Ie teſmoignerois ne pas aſſez connoiftre l’incomparable eſprit de voſtre Alteſſe, ſi i’employois dauantage de paroles à m’expliquer, & ie ſerois trop preſomptueux, ſi i’oſois penſer que ma reſponſe la[22] doiue entierement ſatisfaire ; mais ie taſcheray d’euiter l’vn & l’autre, en[23] n’adiouſtant rien icy de plus, ſinon que, ſi ie ſuis capable d’eſcrire ou de dire quelque choſe qui luy puiſſe agreer, ie tiendray touſiours à tres grande faueur de prendre la plume, ou d’aller à la Haye, pour ce ſuiet, & qu’il n’y a rien au monde qui me ſoit ſi cher que de pouuoir obeïr à ſes commandemens. Mais ie ne puis icy trouuer place à l’obſeruation du ſerment d’Hippocrate[24] qu’elle m’enioint[25] a, puis qu’elle ne m’a rien communiqué, qui ne merite d’eſtre vû & admiré de tous les hommes. Seulement puis-ie dire, ſur ce ſuiet, qu’eſtimant infiniment la voſtre[26] que l’ay receuë, i’en vſeray comme les auares font de leurs treſors, leſquels ils cachent d’autant plus qu’ils les eſtiment, & en enuiant la veuë au reſte du monde, ils mettent leur ſouuerain contentement à les regarder. Ainſi ie ſeray bien aiſe de iouïr ſeul du bien de la voir ; & ma plus grande ambition eſt de me pouuoir dire, & d’eſtre veritablement, &c[27].

  1. qui eſtoit omis
  2. ſi… & de et.
  3. aurois] auois
  4. donnent] attribuent.
  5. tres ingenieuſes. — mais auſſi.
  6. celle] telle.
  7. deſquelles eſt omis.
  8. pour ce] parce.
  9. qui… conceuoir omis. Clerselier place cette incise avant &c.

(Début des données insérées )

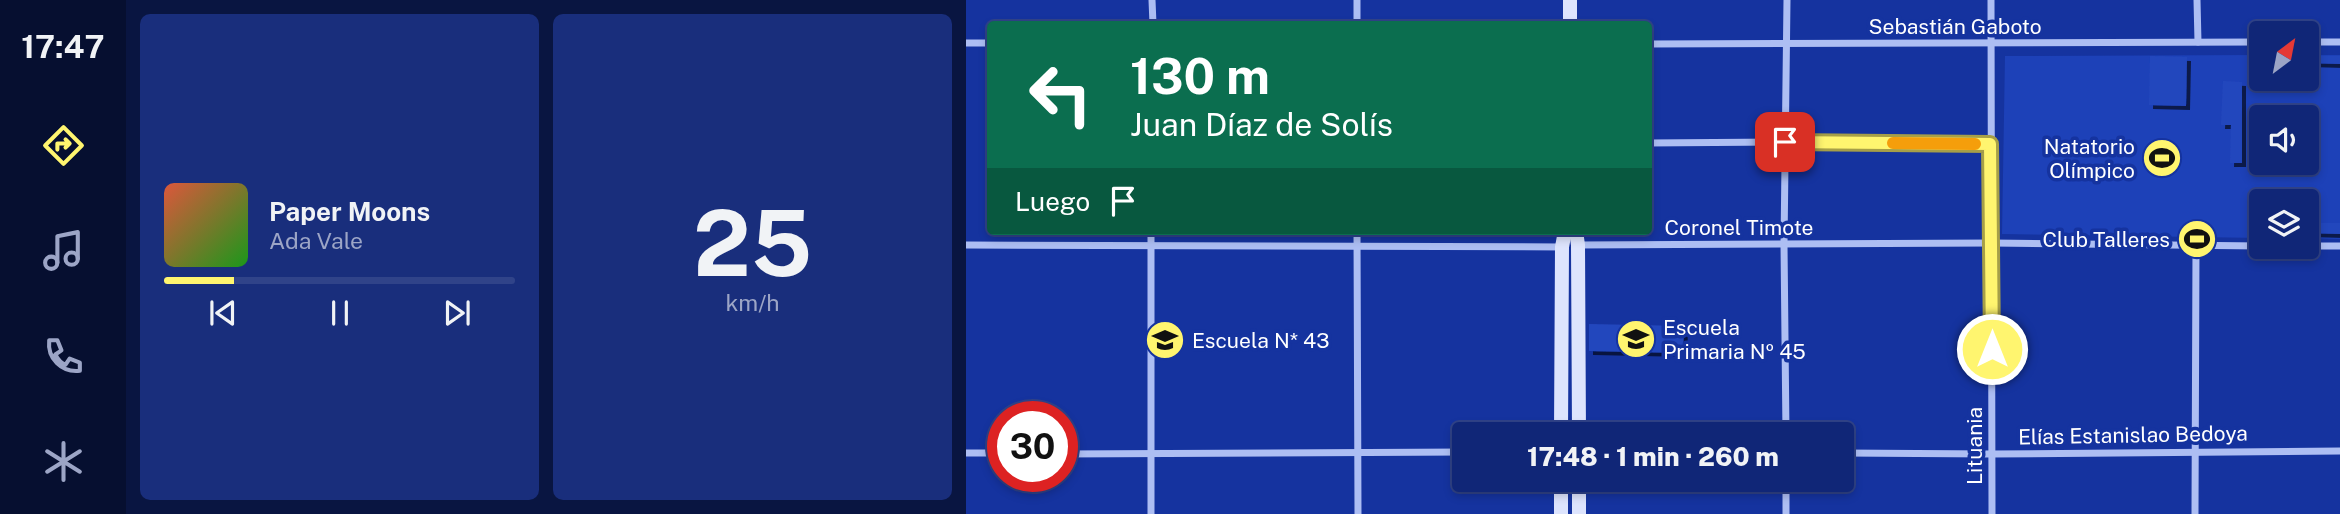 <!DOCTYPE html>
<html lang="es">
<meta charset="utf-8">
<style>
:root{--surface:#102677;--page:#192e7c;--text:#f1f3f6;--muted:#9ca5c6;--line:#304389;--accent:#fff56f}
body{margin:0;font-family:"Public Sans",sans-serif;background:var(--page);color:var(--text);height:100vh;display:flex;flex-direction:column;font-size:26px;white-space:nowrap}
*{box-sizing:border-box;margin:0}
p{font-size:23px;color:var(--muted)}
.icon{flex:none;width:38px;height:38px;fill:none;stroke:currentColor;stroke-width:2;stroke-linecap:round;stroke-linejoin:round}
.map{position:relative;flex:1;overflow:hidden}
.details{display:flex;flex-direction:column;gap:14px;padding:14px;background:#091541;width:840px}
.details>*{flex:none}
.top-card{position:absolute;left:21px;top:21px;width:665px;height:214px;border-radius:7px;box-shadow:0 4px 10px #0003,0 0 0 2px var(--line);background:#0b6e4f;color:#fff;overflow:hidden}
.needle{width:46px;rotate:32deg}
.fabs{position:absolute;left:1283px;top:21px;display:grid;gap:14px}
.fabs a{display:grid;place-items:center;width:70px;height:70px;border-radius:7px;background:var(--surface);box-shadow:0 4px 10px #0003,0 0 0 2px var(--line);font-size:35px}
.speed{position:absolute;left:21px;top:401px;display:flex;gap:14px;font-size:35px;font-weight:700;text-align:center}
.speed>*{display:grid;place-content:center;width:91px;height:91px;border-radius:50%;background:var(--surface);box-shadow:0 4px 10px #0003,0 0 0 2px var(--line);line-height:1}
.speed .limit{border:10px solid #d22;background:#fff;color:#111}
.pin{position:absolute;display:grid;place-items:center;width:60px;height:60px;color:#fff;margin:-30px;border-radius:14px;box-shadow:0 4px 10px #0006}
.me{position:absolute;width:77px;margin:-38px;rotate:0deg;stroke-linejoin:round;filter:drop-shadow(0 0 5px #0008)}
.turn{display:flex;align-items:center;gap:24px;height:147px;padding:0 28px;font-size:32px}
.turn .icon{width:91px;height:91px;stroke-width:2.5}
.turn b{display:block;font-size:49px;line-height:60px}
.then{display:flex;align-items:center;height:66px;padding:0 28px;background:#0003;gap:14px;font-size:26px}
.details .card{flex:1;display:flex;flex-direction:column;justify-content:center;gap:10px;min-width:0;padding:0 24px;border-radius:10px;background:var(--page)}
.details .dial{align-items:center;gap:0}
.dial b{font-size:91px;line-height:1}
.song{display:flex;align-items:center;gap:21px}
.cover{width:84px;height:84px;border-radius:10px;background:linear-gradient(135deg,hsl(10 70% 55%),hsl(120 70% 35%))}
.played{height:7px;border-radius:4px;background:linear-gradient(90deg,var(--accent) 20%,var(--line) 20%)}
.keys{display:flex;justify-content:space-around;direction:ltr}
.details .tiles{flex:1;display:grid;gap:14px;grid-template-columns:repeat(2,1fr)}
.trip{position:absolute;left:486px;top:422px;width:402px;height:70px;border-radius:7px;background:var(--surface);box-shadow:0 4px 10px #0003,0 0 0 2px var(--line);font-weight:800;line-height:70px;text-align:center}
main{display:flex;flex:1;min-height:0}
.tabs{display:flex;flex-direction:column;width:126px;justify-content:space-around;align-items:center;background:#060f30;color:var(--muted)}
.tabs .icon{width:49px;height:49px}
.tabs .active{color:var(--accent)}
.tabs b{font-size:32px;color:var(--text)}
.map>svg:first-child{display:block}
.green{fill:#1d41b8;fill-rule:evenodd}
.building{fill:#2347bd;filter:url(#shadow)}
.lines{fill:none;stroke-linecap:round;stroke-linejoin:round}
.street{stroke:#adbef3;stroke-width:7}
.secondary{stroke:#dde4fd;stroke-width:14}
.route-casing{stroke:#a69f48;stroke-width:18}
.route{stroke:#fff56f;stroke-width:12}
.slow{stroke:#f59e0b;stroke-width:12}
.labels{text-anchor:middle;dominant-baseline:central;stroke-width:7;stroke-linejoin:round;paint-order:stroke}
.street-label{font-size:21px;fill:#fff;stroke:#15339f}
.poi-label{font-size:21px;fill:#fff;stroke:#15339f;text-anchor:end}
</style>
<main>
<nav class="tabs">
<b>17:47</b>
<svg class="icon active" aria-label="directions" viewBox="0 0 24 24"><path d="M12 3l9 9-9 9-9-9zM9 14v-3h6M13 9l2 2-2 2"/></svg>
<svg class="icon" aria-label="music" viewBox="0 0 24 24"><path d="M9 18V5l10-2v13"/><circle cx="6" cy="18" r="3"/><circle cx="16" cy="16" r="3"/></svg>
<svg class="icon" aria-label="phone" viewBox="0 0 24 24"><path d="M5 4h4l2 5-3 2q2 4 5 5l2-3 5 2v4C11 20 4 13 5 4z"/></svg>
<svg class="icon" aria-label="climate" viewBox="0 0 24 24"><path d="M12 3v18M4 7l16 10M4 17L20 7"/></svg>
</nav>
<section class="details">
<div class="tiles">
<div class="card">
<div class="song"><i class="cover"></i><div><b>Paper Moons</b><p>Ada Vale</p></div></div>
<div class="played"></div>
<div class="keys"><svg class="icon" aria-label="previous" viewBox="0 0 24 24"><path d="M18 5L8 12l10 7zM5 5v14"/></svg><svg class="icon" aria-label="pause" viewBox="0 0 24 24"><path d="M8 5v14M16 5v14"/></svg><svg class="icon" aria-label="next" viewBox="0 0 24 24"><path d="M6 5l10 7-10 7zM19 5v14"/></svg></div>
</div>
<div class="card dial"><b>25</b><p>km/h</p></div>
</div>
</section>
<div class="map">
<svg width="1374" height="514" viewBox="0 0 1374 514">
<defs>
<filter id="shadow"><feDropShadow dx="4" dy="4" stdDeviation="0" flood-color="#0009"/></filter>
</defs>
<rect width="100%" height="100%" fill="#15339f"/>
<path class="green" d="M1295,55v24h45l1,-24h33v184l-33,-1 -1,-37h-45v37l-259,-4 3,-178zM1295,117h45v46h-45z"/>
<g class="building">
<polygon points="1184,56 1221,57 1220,106 1183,105"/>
<polygon points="1340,56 1374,56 1374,64 1340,63"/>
<polygon points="1257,81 1276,82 1276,163 1264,163 1265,125 1255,125"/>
<polygon points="1285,222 1295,222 1295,231 1284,231"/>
<polygon points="1340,223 1374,223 1374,234 1340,233"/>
<polygon points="623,324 718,326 717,353 623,351"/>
</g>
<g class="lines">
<g class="street">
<polyline points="186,0 187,24"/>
<polyline points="1025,0 1026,514"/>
<polyline points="1231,0 1232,42"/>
<polyline points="391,24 391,0"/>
<polyline points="1340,42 1374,42"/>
<polyline points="0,43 24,43"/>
<polyline points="682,44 1295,42"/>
<polyline points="682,143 819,142 1024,144"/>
<polyline points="391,231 392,514"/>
<polyline points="0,245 598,247"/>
<polyline points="610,245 1026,243 1295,246"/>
<polyline points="1340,246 1374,246"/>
<polyline points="820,434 818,244 821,0"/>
<polyline points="0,453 37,453"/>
<polyline points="877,453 1025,454 1374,451"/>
<polyline points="96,454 499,452"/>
<polyline points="185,514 185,231"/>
<polyline points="820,514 820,480"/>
<polyline points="1229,514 1230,246"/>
</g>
<g class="secondary">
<polyline points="604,24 604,0"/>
<polyline points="610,231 612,245 613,434"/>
<polyline points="595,434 596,247 599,231"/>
<polyline points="595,480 595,514"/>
<polyline points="613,514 613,480"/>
</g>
</g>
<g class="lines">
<g class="route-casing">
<polyline id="route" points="819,142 1024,144 1026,349"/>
</g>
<use href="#route" class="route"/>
<polyline class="slow" points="927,143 1009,144"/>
</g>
<defs>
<g id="stadium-disc" transform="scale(2.0125)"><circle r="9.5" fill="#fff56f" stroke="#15339f"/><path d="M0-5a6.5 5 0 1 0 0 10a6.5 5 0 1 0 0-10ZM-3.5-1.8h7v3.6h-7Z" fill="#111"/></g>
<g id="school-disc" transform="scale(2.0125)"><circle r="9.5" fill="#fff56f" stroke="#15339f"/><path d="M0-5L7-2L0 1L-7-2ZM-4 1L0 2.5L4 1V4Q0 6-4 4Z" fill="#111"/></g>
</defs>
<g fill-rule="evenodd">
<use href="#stadium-disc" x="1196" y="158"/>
<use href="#stadium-disc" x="1231" y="239"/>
<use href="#school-disc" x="670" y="339"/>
<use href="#school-disc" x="199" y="340"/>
</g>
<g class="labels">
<g class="street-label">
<text x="989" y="26">Sebastián Gaboto</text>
<text x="773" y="227">Coronel Timote</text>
<text transform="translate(1167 435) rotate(-1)">Elías Estanislao Bedoya</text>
<text transform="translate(1008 446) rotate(-90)">Lituania</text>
</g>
<g class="poi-label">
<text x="1169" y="146">Natatorio<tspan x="1169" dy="24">Olímpico</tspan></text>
<text x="1204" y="239">Club Talleres</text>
<text x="697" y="327" text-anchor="start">Escuela<tspan x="697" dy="24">Primaria Nº 45</tspan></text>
<text x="226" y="340" text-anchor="start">Escuela N* 43</text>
</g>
</g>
</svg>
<div class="fabs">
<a><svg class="needle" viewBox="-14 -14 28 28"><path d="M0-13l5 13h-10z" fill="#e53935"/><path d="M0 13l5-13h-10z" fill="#9ca5c6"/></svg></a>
<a><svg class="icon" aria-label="sound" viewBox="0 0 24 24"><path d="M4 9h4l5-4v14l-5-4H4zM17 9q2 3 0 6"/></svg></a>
<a><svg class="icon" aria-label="layers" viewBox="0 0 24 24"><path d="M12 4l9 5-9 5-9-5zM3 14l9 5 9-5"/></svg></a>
</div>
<div class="speed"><div class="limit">30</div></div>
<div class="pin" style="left:819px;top:142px;background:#d93025"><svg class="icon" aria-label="arrive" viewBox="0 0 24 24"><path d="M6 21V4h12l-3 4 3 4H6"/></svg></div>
<svg class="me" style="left:1026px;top:349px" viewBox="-20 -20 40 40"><circle r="17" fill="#fff56f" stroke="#fff" stroke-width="3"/><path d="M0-11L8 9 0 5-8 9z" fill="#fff"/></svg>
<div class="trip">17:48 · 1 min · 260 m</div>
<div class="top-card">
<div class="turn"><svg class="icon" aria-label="left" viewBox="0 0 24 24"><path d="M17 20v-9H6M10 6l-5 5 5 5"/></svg><div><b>130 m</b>Juan Díaz de Solís</div></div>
<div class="then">Luego<svg class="icon" aria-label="arrive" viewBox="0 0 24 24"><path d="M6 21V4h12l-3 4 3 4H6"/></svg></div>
</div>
</div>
</main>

  10. en particulier omis.
  11. à omis après &.
  12. elle appartient.
  13. eſt omis.
  14. nous nous voulons ordinairement ſeruir.
  15. ſeule] ſeulement.
  16. aux 6es obiections I. p. 490 de l’édition d’Amſterdam. Clerselier, après obiections, ajoute au contraire (page 384 de l’édition Françoiſe).
  17. cognoiſſons.
  18. eſté] eſtre.
  19. ſe] ne
  20. avant attouchement, Clerselier ajoute attachement ou, ce qui doit être une autre leçon restée dans le texte.
  21. de omis.
  22. la] luy.
  23. en] &.
  24. Hippocrate MS., Harpocrate Clers.
  25. Voir plus haut, p. 662, éclaircissement.
  26. voſtre] lettre.
  27. &c.] < Madame, de V. A. > le tres humble & tres obeiſſant ſeruiteur descartes. D’Egmont op de Hoef, le ij May 1644 (1re copie).